This Rap Song Is for Anyone Who’s Ever Had a Neighbor From Hell

On “Zugzwang,” underground rappers Miles Cooke and Defcee tell their building mates how they really feel.

This Rap Song Is for Anyone Who’s Ever Had a Neighbor From Hell

Some of my favorite rap songs are so wildly specific they can’t help but feel universal. Lupe Fiasco’s “Kick, Push” is about a kid who comes of age—finding a girlfriend, a crew, and a sense of identity—through the world of skateboarding. MF Doom’s verse on the Madvillainy standout “Operation: Lifesaver” weighs the pros and cons of asking an otherwise attractive date to use a damn breath mint. This is a tradition the New York rapper Miles Cooke has fit into before—many of his croaky baritone raps use self-deprecation, a thesaurus-bending vocabulary, and intricate rhyme schemes to exorcise demons from the corners of his mind. And on “Zugzwang,” a highlight from his latest album Ceci n’est pas un portrait, Cooke brings his acerbic eye to a situation many are familiar with: the blood-boiling hell of living in an apartment building.

“This one a ‘fuck you’ to my upstairs neighbor” are the first words Cooke utters, his gravelly delivery helping every syllable land like debris on a concussed skull. You can practically hear his teeth grinding as he runs off his list of annoyances, from obnoxious stomping to aggressive glances in stairwells. “Rent’s too high for kindness,” he sighs later on, before acknowledging the harsh reality of living under someone who doesn’t know when to turn their music down: “Kill the noise is not an option/Silence came in sample sizes.” By the end of the verse, he’s looking for a new place to live after the super hits him with a “You get what you pay for, don’t bother me,” drawing a line between the squeeze of capitalism and aggrieved, sleepless nights. Both Cooke’s rhymes and his creaking beat, all staccato piano plinks and shuffling drum fills, are uneasy in a way that’s both macabre and wonky—but his anxiety is so palpable, you can taste it in the tap water. 

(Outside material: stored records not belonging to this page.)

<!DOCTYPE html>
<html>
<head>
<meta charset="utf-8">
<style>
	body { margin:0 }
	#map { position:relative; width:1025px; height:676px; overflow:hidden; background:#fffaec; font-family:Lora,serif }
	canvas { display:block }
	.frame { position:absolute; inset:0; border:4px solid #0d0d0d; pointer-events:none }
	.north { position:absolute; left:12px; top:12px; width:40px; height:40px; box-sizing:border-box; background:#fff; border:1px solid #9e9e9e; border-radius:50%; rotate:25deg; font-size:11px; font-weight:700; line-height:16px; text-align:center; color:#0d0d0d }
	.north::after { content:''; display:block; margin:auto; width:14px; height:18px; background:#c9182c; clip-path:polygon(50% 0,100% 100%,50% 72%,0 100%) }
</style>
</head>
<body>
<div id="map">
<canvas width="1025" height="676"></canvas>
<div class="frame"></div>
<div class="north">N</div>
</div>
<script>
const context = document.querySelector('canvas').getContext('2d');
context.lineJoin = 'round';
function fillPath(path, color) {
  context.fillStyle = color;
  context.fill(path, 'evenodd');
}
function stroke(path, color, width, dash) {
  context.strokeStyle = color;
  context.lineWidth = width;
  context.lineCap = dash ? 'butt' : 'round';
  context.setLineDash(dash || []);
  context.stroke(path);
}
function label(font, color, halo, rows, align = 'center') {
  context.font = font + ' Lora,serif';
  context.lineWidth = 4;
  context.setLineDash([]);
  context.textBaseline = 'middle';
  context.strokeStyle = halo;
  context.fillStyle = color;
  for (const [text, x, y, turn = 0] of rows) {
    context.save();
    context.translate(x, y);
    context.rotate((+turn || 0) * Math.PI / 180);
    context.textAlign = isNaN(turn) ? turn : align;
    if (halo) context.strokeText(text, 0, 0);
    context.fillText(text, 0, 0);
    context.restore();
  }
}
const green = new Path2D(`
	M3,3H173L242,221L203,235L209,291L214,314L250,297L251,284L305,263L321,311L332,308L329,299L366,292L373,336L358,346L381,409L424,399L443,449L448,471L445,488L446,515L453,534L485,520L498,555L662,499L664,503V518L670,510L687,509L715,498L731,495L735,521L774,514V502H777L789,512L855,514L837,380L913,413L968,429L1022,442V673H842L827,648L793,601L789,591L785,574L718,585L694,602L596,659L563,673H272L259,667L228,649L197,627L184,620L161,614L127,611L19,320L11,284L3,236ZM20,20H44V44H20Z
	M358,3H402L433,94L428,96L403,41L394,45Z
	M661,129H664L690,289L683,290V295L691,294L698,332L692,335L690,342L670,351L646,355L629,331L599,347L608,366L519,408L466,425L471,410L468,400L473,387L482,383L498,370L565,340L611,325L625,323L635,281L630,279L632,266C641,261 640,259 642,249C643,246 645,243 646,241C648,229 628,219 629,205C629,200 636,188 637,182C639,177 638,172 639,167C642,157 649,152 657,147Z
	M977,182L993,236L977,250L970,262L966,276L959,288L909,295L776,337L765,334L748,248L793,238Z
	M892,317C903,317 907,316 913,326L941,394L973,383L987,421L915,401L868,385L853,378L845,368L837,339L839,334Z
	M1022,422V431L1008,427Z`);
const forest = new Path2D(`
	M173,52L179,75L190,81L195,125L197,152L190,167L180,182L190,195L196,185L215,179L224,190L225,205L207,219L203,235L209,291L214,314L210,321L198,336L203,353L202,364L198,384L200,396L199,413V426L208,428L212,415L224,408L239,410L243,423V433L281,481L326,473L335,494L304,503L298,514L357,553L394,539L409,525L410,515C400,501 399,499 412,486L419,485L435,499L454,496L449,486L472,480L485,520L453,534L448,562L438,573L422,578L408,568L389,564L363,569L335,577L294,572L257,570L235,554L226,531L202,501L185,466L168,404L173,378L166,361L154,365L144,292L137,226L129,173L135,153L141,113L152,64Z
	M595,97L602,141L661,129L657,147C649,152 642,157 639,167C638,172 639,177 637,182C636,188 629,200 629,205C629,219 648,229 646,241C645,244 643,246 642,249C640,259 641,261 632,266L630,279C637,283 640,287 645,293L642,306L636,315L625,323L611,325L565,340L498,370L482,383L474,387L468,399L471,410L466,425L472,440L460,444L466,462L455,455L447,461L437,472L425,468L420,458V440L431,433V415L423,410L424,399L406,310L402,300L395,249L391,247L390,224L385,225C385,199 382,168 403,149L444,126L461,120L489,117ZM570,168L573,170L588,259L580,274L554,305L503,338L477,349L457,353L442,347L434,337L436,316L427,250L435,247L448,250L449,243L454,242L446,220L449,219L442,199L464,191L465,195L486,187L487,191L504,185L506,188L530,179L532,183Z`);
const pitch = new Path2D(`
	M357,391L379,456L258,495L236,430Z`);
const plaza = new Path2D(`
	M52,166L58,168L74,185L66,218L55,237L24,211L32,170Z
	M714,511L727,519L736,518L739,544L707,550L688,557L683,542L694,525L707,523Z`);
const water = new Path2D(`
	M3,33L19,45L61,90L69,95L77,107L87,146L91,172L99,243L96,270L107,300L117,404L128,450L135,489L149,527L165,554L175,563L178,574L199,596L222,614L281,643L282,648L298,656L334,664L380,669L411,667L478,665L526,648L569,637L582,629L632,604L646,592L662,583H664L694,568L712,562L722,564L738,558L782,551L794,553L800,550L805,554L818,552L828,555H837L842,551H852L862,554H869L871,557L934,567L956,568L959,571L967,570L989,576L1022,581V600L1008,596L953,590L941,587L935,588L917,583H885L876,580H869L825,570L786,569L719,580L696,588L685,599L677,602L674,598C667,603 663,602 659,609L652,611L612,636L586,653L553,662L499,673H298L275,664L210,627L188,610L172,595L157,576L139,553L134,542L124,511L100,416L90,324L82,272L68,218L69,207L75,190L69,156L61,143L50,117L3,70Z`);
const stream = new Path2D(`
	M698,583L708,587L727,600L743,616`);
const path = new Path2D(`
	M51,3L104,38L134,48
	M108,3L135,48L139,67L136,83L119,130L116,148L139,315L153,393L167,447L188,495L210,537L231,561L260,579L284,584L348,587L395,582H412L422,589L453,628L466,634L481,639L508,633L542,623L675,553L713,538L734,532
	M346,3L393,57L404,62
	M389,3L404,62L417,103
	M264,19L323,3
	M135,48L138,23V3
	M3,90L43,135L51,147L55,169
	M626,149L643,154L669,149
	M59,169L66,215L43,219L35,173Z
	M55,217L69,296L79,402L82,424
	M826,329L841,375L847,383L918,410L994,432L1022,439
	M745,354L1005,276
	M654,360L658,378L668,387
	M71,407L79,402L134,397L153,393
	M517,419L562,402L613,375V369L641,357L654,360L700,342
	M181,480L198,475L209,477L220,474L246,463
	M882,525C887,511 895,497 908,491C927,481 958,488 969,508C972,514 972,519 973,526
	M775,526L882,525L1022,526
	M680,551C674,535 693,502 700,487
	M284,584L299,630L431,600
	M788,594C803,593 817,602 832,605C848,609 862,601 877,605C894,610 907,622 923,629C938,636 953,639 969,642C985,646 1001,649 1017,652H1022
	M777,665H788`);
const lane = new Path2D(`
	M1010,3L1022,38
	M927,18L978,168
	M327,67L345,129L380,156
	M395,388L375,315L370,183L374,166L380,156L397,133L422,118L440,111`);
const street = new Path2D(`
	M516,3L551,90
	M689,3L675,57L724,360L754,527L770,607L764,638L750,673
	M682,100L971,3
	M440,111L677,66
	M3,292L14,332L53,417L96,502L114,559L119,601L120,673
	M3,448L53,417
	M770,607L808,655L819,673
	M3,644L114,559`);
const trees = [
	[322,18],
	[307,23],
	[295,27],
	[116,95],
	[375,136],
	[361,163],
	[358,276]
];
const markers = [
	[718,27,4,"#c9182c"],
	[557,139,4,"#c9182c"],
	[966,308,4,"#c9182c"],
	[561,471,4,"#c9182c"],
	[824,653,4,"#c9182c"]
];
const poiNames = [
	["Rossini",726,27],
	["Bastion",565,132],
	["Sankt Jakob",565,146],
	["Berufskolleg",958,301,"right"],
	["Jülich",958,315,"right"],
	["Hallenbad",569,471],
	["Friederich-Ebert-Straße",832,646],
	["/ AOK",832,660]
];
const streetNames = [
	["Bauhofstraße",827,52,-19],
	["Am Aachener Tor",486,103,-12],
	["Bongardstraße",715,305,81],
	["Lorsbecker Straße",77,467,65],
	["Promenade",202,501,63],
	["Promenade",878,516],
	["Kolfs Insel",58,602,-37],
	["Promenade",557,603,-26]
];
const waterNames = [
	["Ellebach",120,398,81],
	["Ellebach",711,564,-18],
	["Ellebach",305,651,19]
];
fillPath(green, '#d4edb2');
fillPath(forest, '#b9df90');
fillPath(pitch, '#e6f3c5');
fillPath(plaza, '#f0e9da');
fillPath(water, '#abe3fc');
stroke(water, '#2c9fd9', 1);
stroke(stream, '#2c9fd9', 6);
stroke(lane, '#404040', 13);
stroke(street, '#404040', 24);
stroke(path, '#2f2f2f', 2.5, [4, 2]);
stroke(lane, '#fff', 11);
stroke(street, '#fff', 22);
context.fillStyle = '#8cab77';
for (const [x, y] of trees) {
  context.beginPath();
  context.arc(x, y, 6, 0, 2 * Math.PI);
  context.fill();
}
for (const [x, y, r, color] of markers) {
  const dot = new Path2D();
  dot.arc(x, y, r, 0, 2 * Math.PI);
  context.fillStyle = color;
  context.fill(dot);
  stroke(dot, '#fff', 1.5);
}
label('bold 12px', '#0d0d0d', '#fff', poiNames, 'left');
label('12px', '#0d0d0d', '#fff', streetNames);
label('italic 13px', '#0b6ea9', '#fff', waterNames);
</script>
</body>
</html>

Chicago rapper Defcee spends his guest verse fighting his desire for vengeance more directly, constantly irritated by a neighbor for scuffing his fresh Timberland boots and not acknowledging him when he holds the door open. “I hate his mom for having him, myself for not stabbing him,” he says in the thought bubble rumbling over his head. To Defcee and Miles Cooke, there’s catharsis in the bland grievances of apartment living. If they can’t blast these heathens into space, at least they can laugh about it.